Study material:
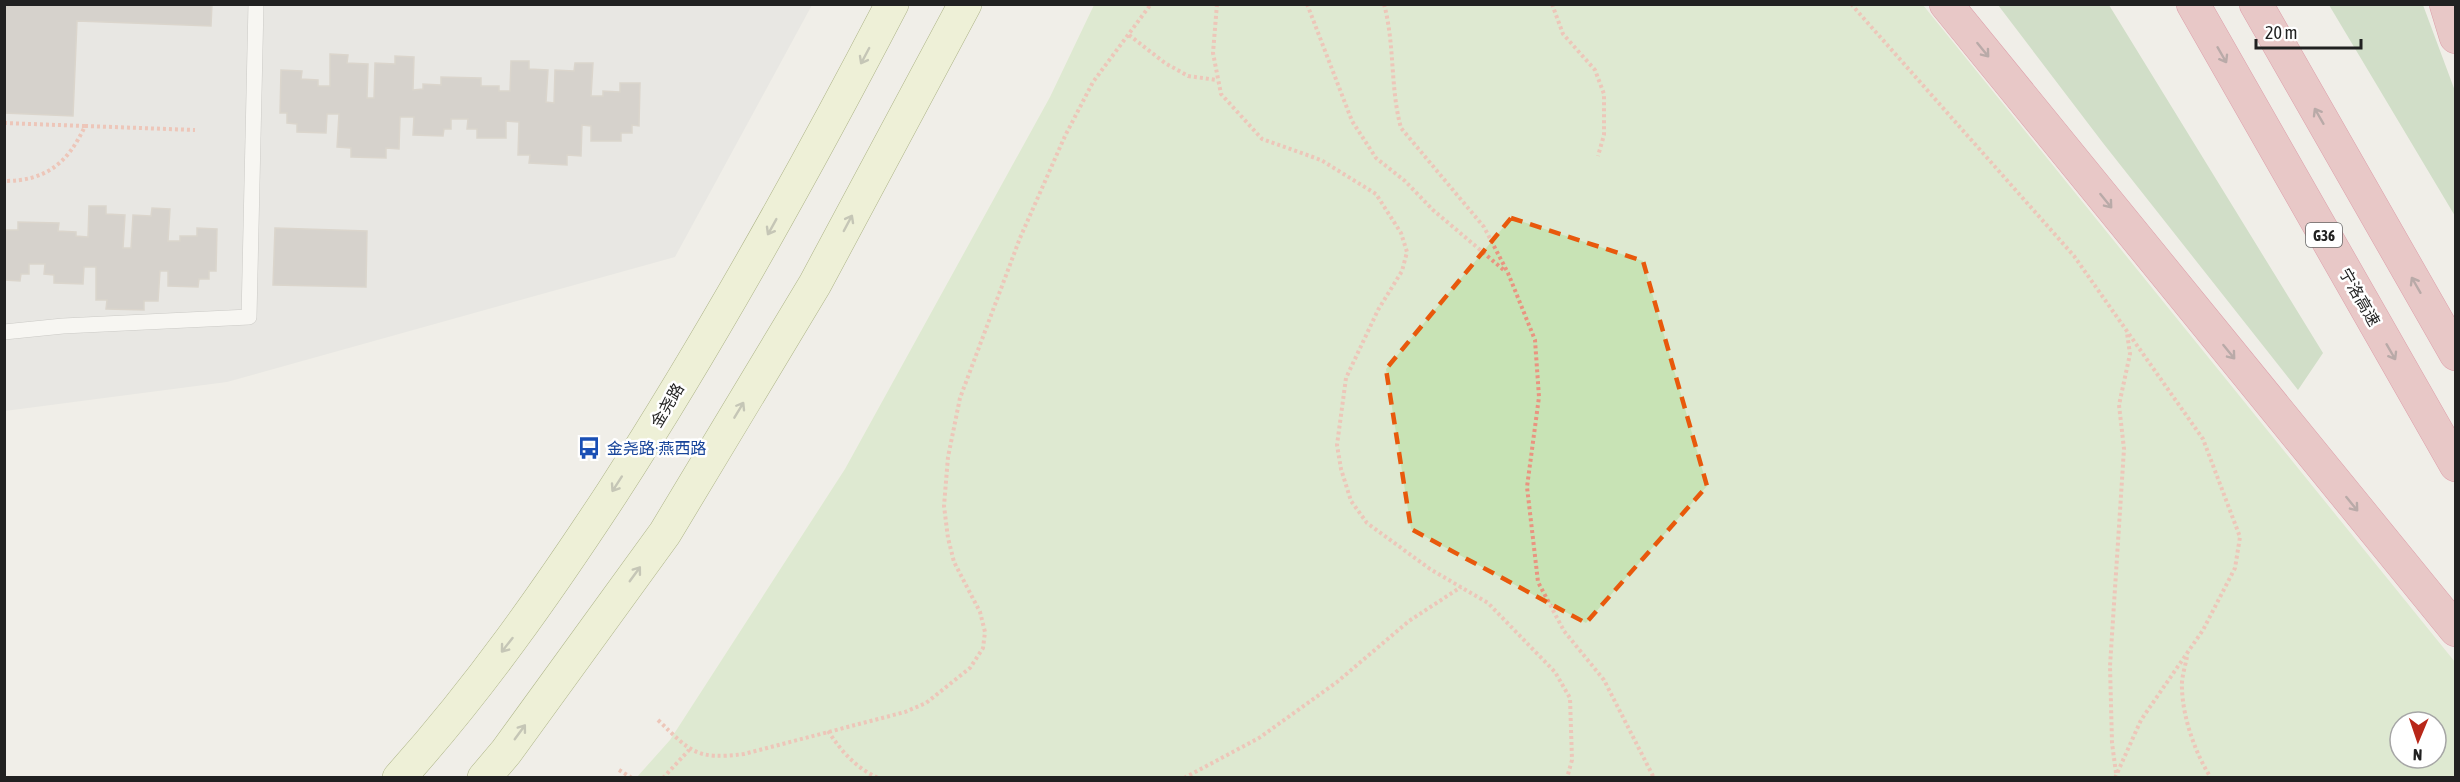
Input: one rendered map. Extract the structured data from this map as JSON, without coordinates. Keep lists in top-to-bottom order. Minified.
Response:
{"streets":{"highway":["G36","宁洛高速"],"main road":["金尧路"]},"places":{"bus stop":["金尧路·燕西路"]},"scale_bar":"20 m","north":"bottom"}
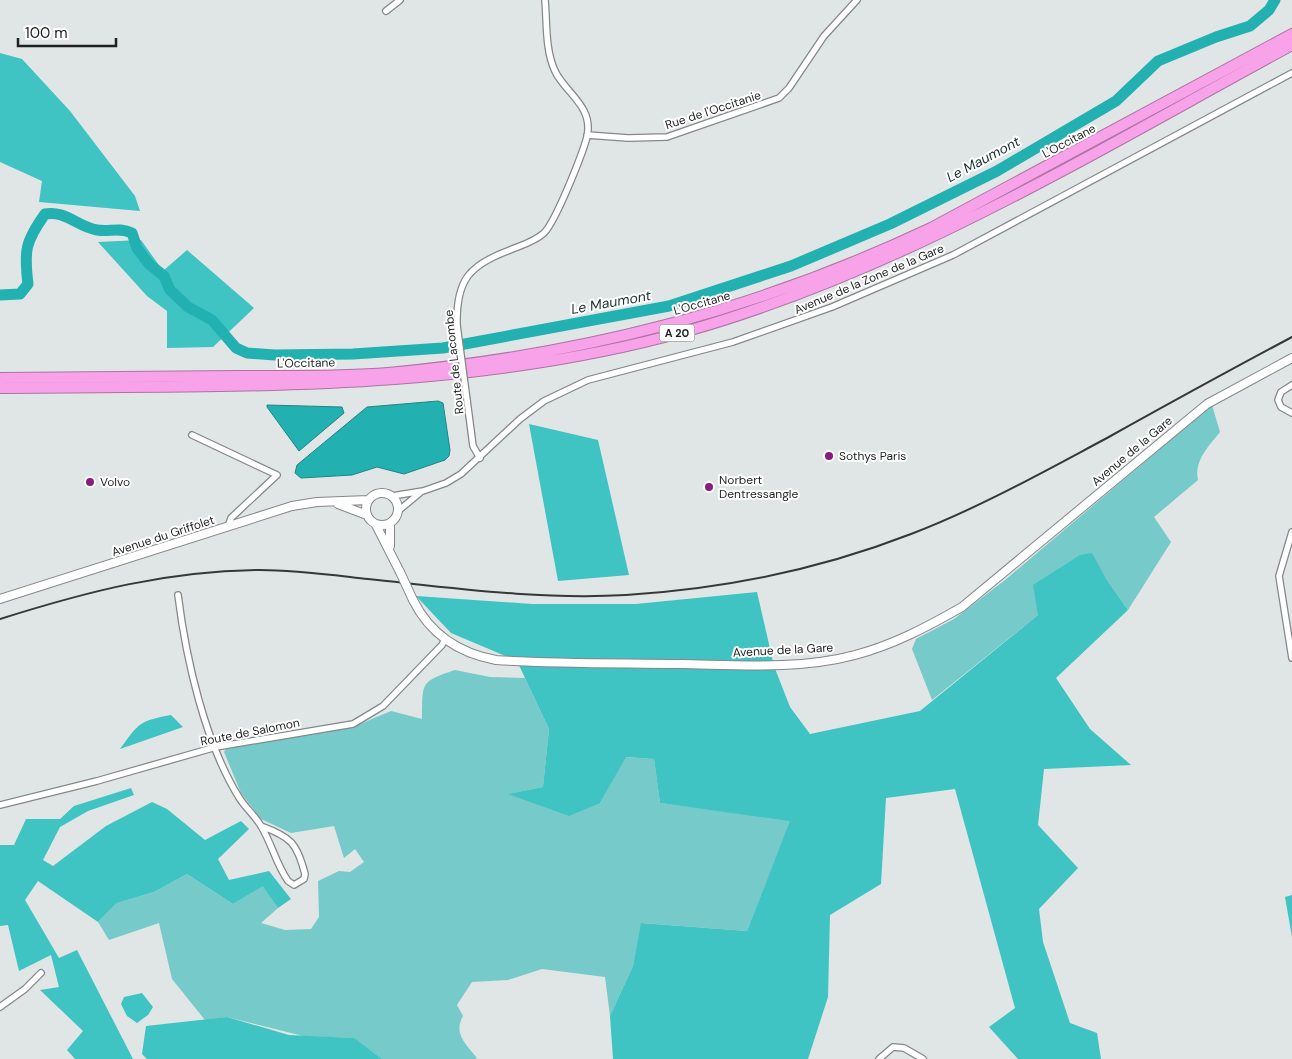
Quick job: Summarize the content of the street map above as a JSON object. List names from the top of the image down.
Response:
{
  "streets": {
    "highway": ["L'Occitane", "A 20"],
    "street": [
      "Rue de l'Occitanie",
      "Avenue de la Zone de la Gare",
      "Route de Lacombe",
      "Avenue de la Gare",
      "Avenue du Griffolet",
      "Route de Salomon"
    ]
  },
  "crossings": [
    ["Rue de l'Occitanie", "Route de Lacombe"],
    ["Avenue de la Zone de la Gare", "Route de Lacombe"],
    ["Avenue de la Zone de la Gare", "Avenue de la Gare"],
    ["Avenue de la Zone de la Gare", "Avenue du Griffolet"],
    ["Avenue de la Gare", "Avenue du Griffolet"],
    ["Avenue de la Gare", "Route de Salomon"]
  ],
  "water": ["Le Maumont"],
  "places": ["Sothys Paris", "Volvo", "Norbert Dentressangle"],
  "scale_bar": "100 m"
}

* * *

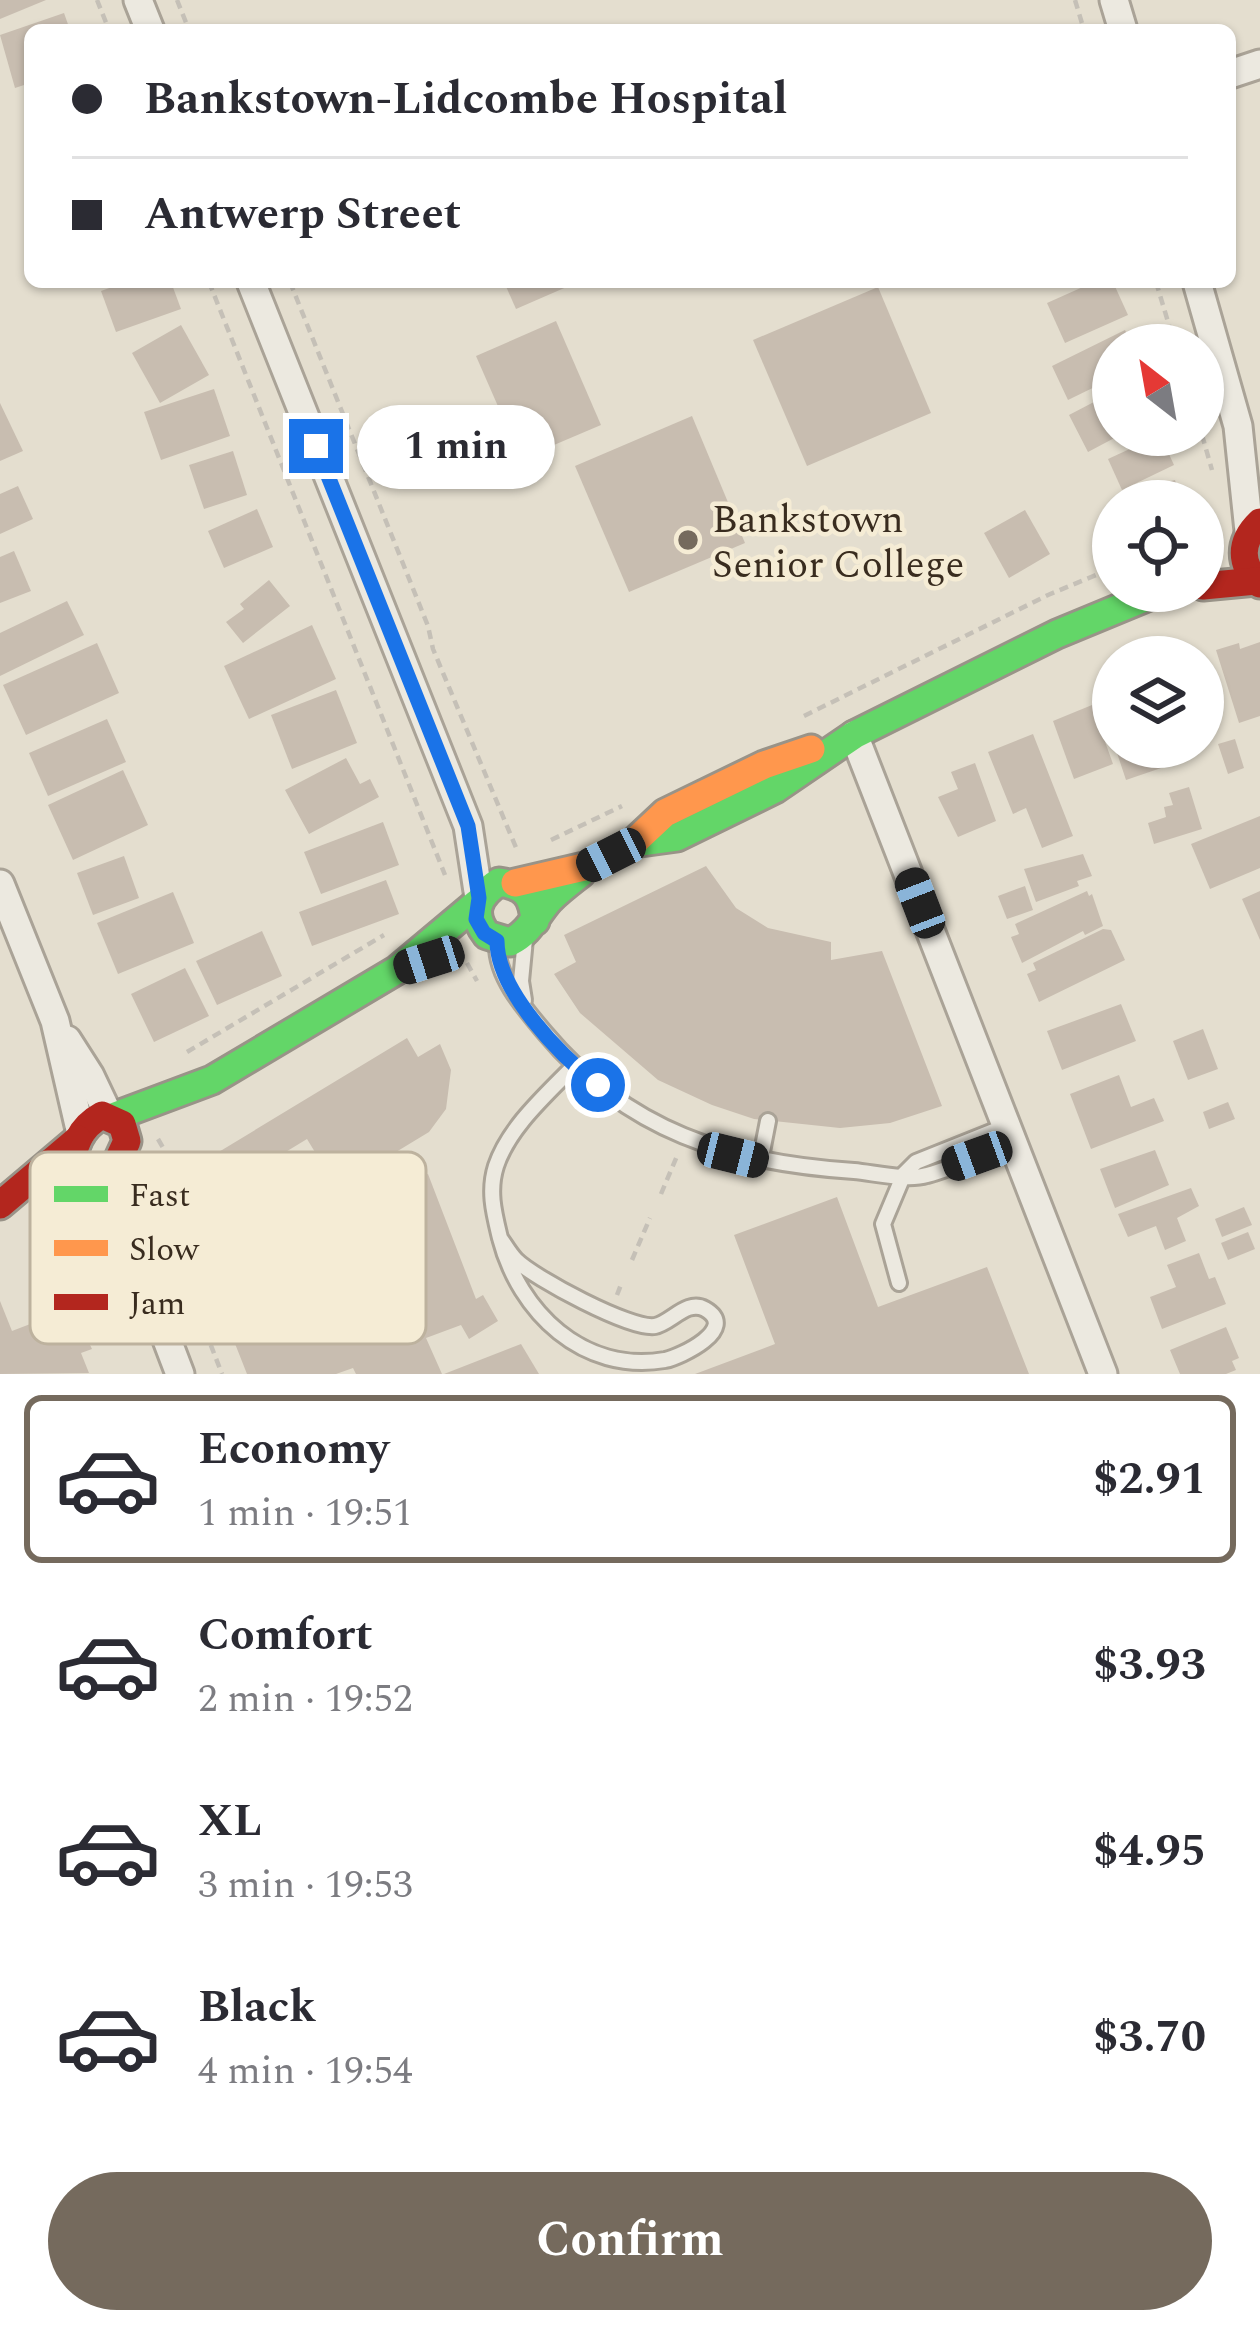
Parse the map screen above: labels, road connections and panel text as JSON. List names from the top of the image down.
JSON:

Work order: Scan the lines above for the word "from", then copy each line that has it.

Response to this task:
Input: one rendered map. Extract the structured data from this map as JSON, without coordinates. Keep lists in top-to-bottom order. Minified.
Quick job: Summarize the content of the street map above as a JSON object. List names from the top of the image down.
Parse the map screen above: labels, road connections and panel text as JSON. List names from the top of the image down.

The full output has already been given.